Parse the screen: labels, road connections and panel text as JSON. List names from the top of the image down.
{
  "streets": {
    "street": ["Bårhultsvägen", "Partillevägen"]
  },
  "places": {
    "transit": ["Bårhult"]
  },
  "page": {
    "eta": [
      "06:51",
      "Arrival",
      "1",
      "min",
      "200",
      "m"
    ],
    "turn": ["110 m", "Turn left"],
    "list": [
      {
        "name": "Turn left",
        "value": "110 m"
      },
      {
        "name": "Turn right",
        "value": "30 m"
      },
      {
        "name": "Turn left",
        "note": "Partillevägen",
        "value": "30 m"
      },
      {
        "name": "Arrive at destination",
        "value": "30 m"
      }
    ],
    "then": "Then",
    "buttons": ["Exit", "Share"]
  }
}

==

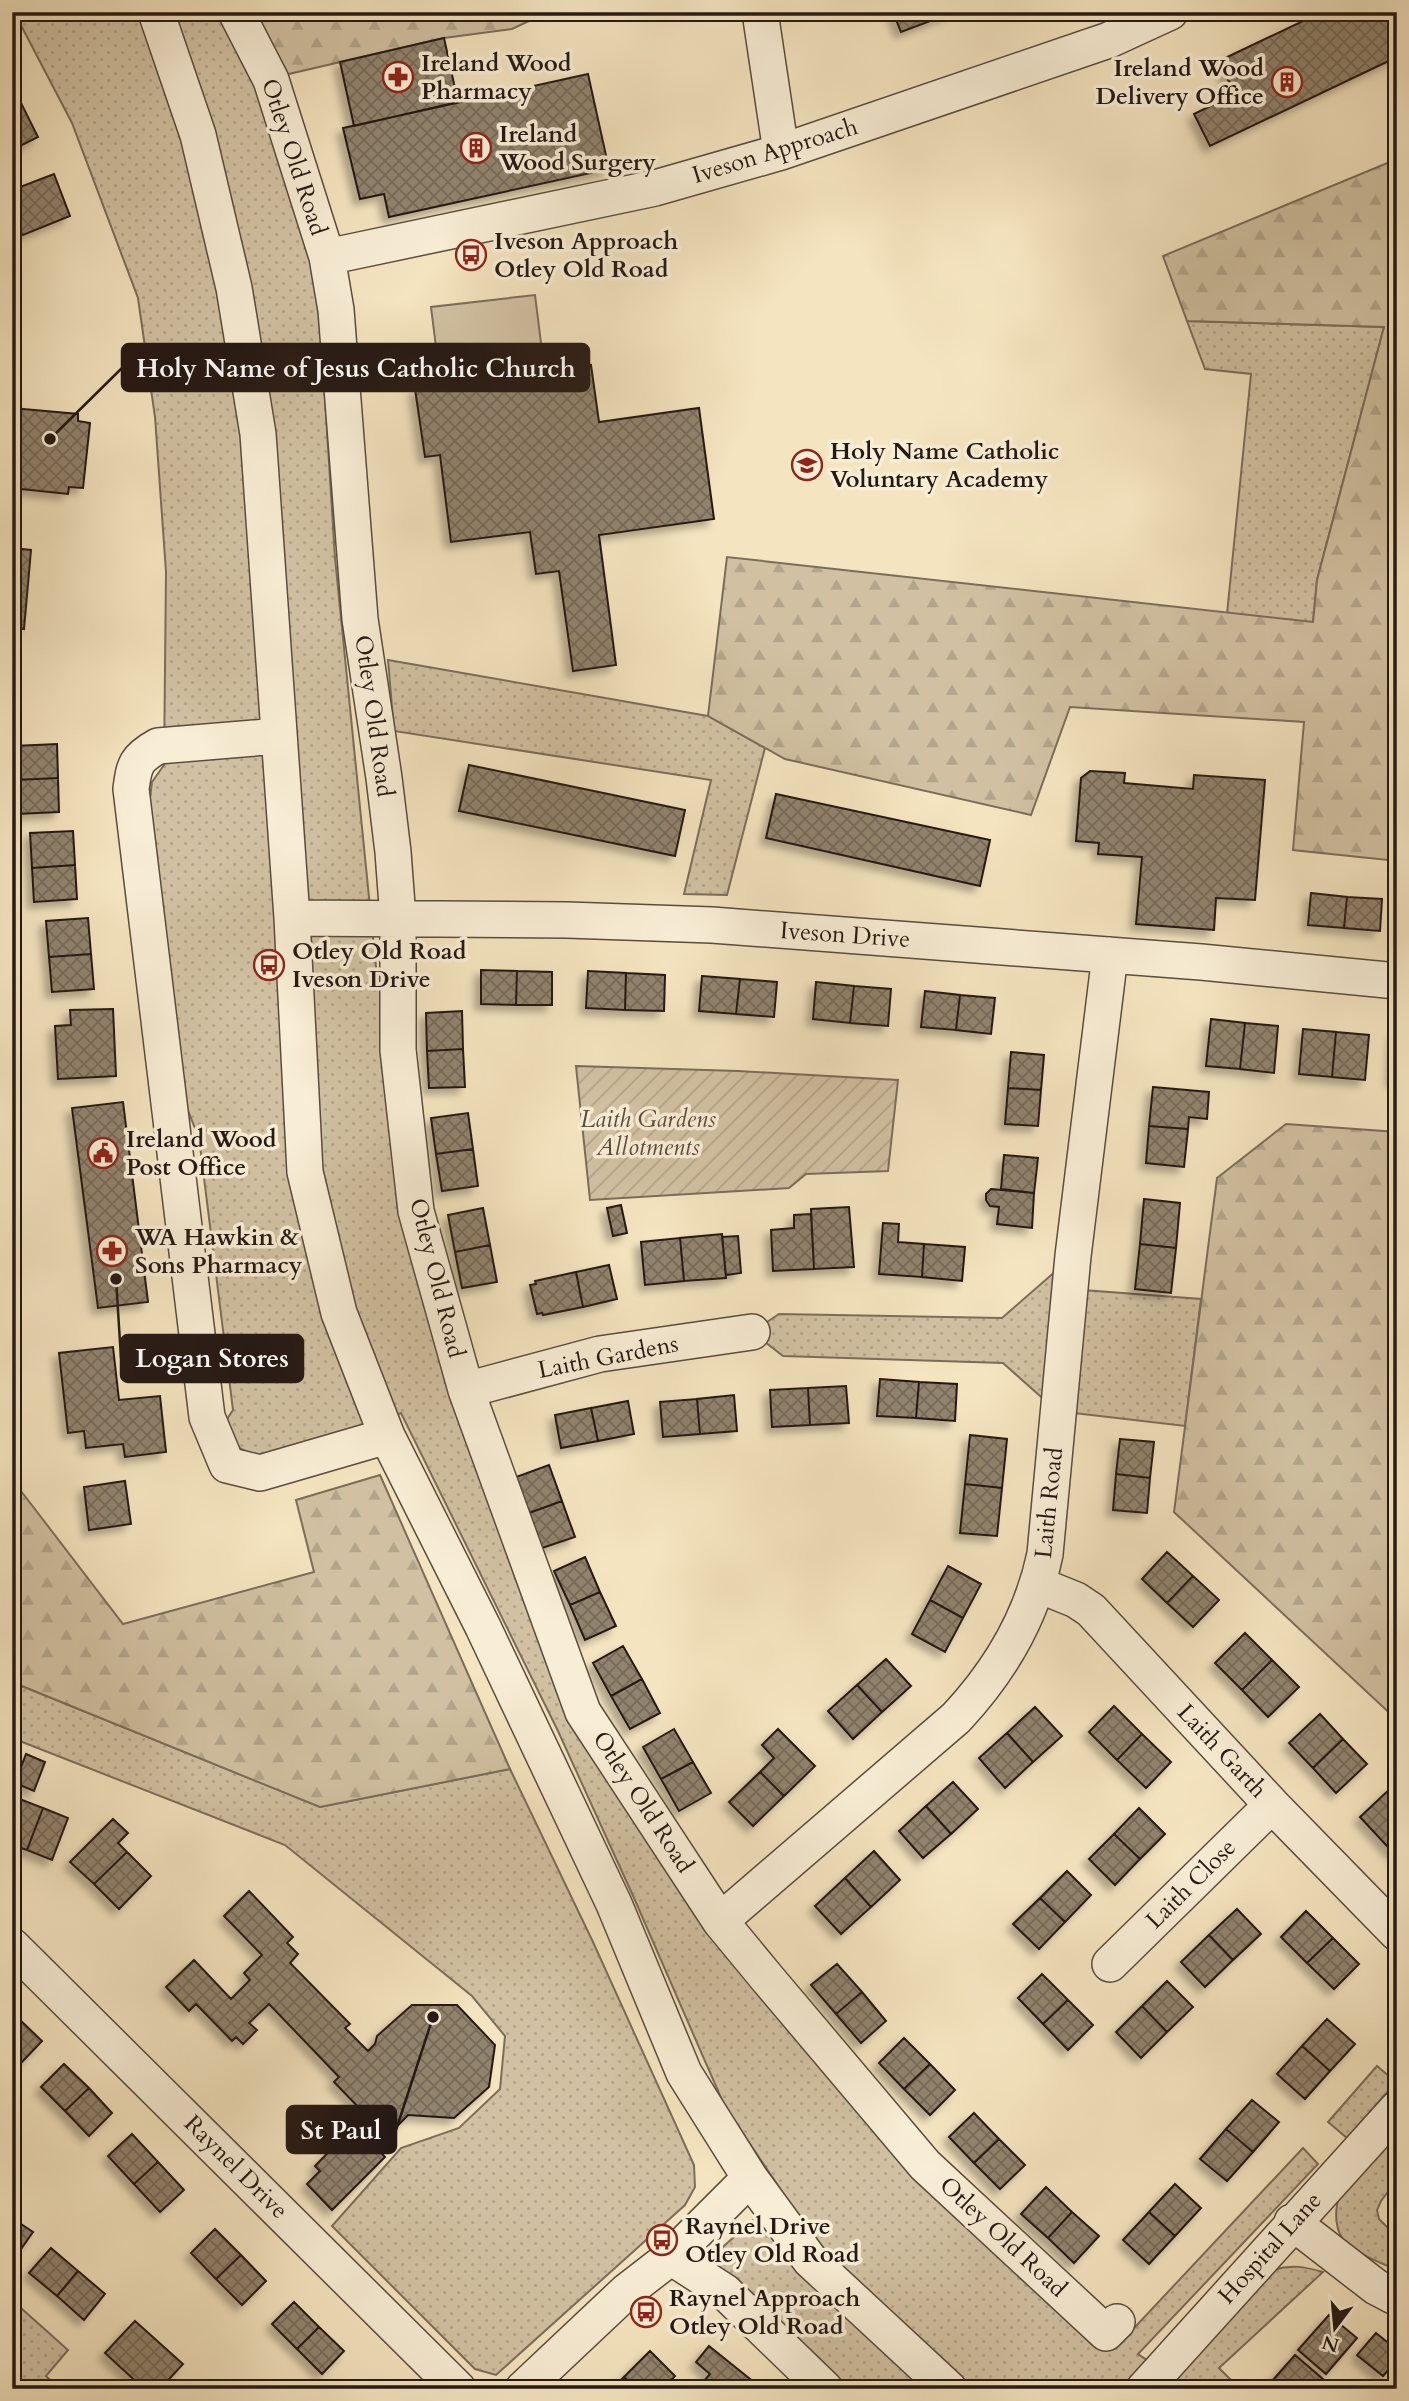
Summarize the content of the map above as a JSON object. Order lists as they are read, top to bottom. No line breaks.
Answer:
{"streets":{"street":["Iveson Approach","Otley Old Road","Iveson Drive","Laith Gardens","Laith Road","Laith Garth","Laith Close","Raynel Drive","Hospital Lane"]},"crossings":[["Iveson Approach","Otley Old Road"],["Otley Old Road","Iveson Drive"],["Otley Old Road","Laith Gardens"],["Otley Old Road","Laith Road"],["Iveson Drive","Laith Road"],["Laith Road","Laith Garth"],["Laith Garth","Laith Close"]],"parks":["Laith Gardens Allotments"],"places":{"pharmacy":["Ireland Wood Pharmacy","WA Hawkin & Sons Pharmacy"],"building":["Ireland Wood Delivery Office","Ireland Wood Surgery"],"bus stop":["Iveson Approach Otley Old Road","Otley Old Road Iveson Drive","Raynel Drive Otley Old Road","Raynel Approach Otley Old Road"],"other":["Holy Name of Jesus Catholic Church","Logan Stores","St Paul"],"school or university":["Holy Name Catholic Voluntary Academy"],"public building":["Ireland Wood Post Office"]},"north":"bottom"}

== Exercise instructions ==
Select every line of the records holding the string "Partillevägen".

== Reply ==
    "street": ["Bårhultsvägen", "Partillevägen"]
        "note": "Partillevägen",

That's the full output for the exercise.